Spain’s top research institution reached a licensing deal Tuesday that paves the way for its Covid-19 antibody test to be produced more cheaply in developing countries.

The World Health Organization described the accord as the first transparent, global, non-exclusive licence for a Covid-19 health tool that will help correct “devastating global inequity”.

The deal brings together the Spanish National Research Council (CSIC), the global Medicines Patent Pool (MPP) and the WHO’s Covid-19 Technology Access Pool (C-TAP) knowledge-sharing platform.

“The aim of the licence is to facilitate the rapid manufacture and commercialisation of CSIC’s Covid-19 serological test worldwide,” the WHO said.

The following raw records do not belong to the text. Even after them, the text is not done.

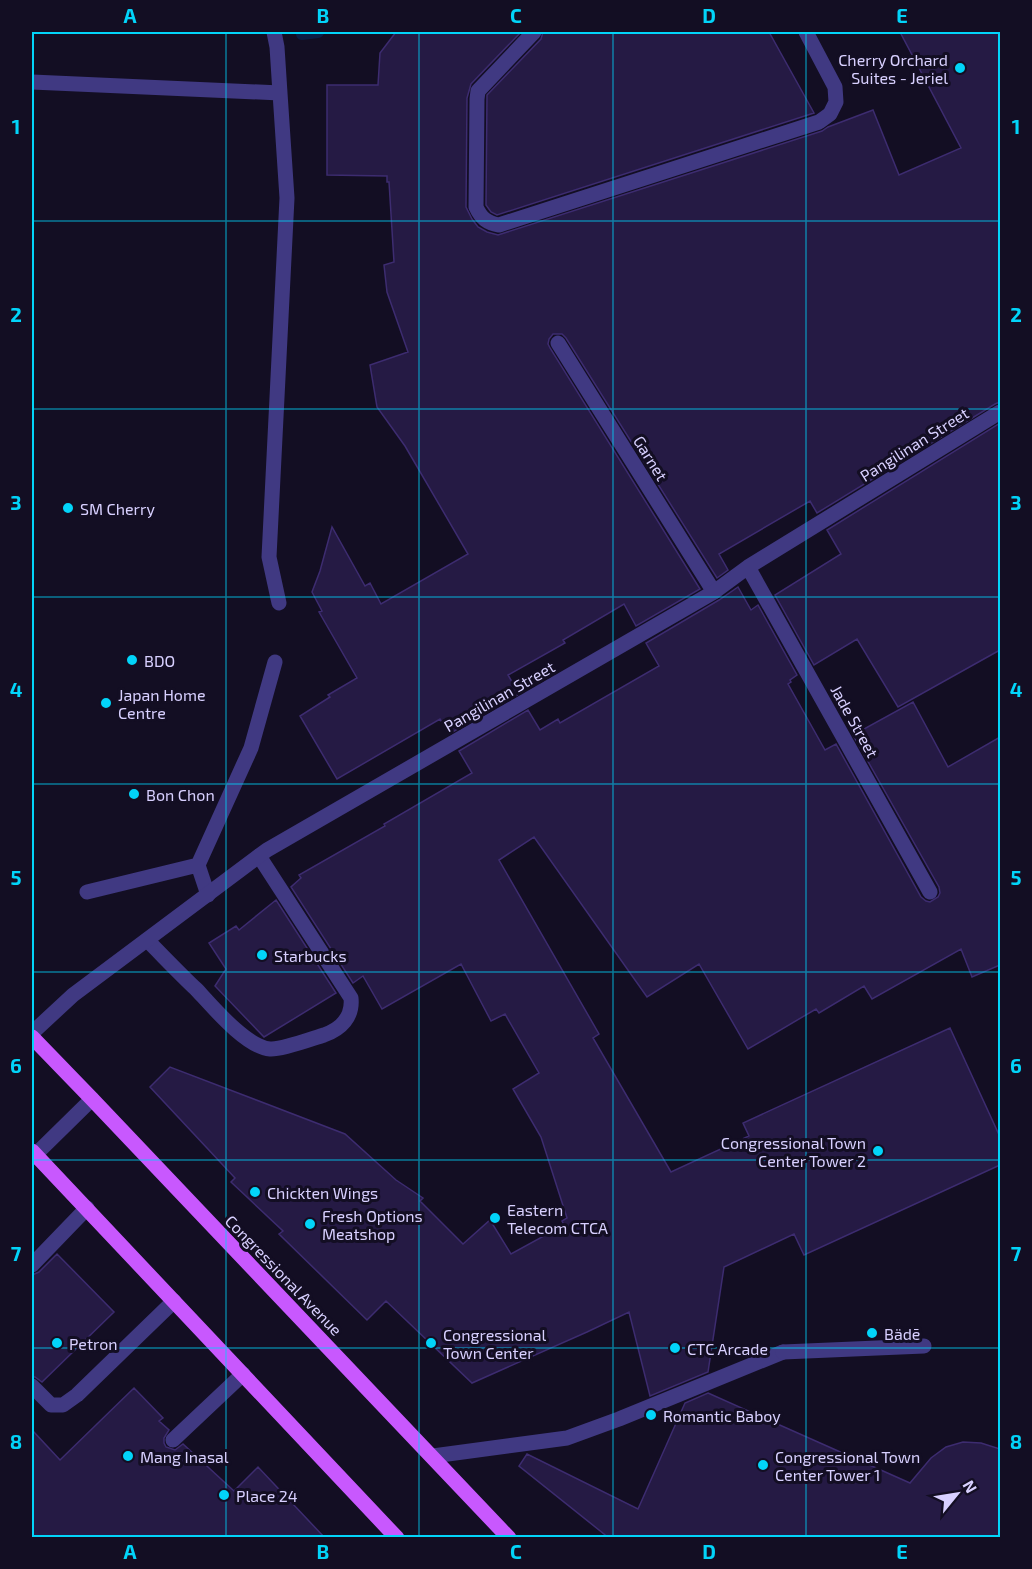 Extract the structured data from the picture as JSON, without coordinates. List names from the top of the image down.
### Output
{
  "streets": {
    "main road": ["Congressional Avenue"],
    "street": ["Pangilinan Street", "Garnet", "Jade Street"]
  },
  "crossings": [
    ["Pangilinan Street", "Garnet"],
    ["Pangilinan Street", "Jade Street"],
    ["Pangilinan Street", "Congressional Avenue"]
  ],
  "places": [
    "Cherry Orchard Suites - Jeriel",
    "SM Cherry",
    "BDO",
    "Japan Home Centre",
    "Bon Chon",
    "Starbucks",
    "Congressional Town Center Tower 2",
    "Chickten Wings",
    "Eastern Telecom CTCA",
    "Fresh Options Meatshop",
    "Bädē",
    "Petron",
    "Congressional Town Center",
    "CTC Arcade",
    "Romantic Baboy",
    "Mang Inasal",
    "Congressional Town Center Tower 1",
    "Place 24"
  ],
  "north": "top right",
  "grid": {
    "columns": [
      "A",
      "B",
      "C",
      "D",
      "E"
    ],
    "rows": [
      "1",
      "2",
      "3",
      "4",
      "5",
      "6",
      "7",
      "8"
    ]
  }
} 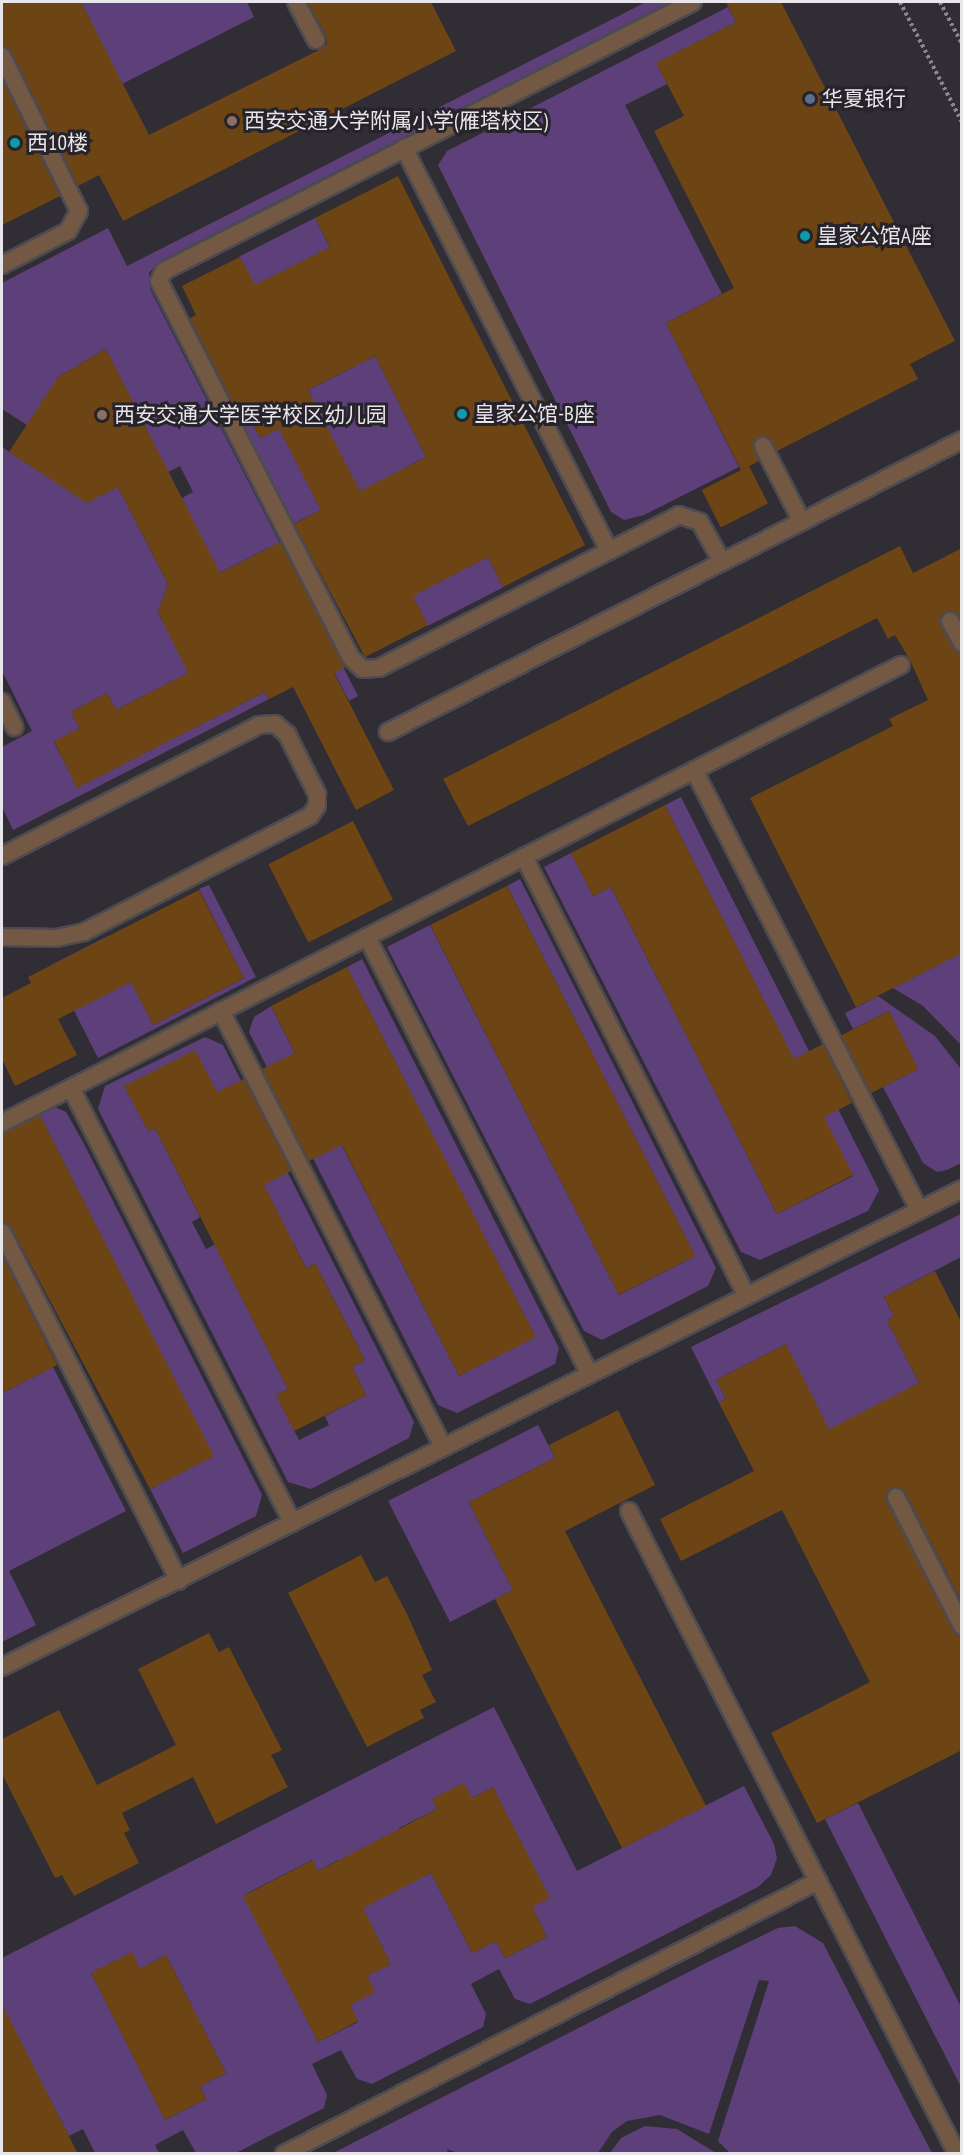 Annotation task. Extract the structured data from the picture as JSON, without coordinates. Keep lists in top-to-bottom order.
{
  "places": [
    "华夏银行",
    "西安交通大学附属小学(雁塔校区)",
    "西10楼",
    "皇家公馆A座",
    "皇家公馆-B座",
    "西安交通大学医学校区幼儿园"
  ]
}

The test effectively detects anti-SARS-CoV-2 antibodies developed in response to either a Covid-19 infection or a vaccine.

CSIC, one of Europe’s main public research institutions, will provide the MPP or prospective licensees with knowhow and training.

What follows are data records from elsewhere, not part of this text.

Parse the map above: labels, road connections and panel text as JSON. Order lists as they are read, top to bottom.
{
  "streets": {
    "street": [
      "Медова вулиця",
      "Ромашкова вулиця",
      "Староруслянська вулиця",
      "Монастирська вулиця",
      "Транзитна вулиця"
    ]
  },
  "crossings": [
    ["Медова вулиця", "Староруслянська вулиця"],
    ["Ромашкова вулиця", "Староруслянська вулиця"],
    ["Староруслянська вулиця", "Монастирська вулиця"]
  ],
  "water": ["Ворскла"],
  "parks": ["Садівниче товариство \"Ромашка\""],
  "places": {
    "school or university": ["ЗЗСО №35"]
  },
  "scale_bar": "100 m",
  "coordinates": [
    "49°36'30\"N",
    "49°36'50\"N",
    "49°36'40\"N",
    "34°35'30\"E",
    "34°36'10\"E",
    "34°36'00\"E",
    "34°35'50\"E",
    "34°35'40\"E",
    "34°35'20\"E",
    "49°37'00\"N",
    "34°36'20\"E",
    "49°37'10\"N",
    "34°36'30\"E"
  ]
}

WHO chief Tedros Adhanom Ghebreyesus described the licence, which will be royalty-free for low- and middle-income countries, as “the kind of open and transparent licence we need to move the needle on access during and after the pandemic.”

He added: “I urge developers of Covid-19 vaccines, treatments and diagnostics to follow this example and turn the tide… on the devastating global inequity this pandemic has spotlighted.”

C-TAP was founded in May 2020 as a platform for developers of Covid-19 treatments, tests and vaccines and other health products to share intellectual property, knowledge and data.

Set up during the scramble for Covid vaccines and treatments, the health technology repository was the brainchild of Costa Rican President Carlos Alvarado.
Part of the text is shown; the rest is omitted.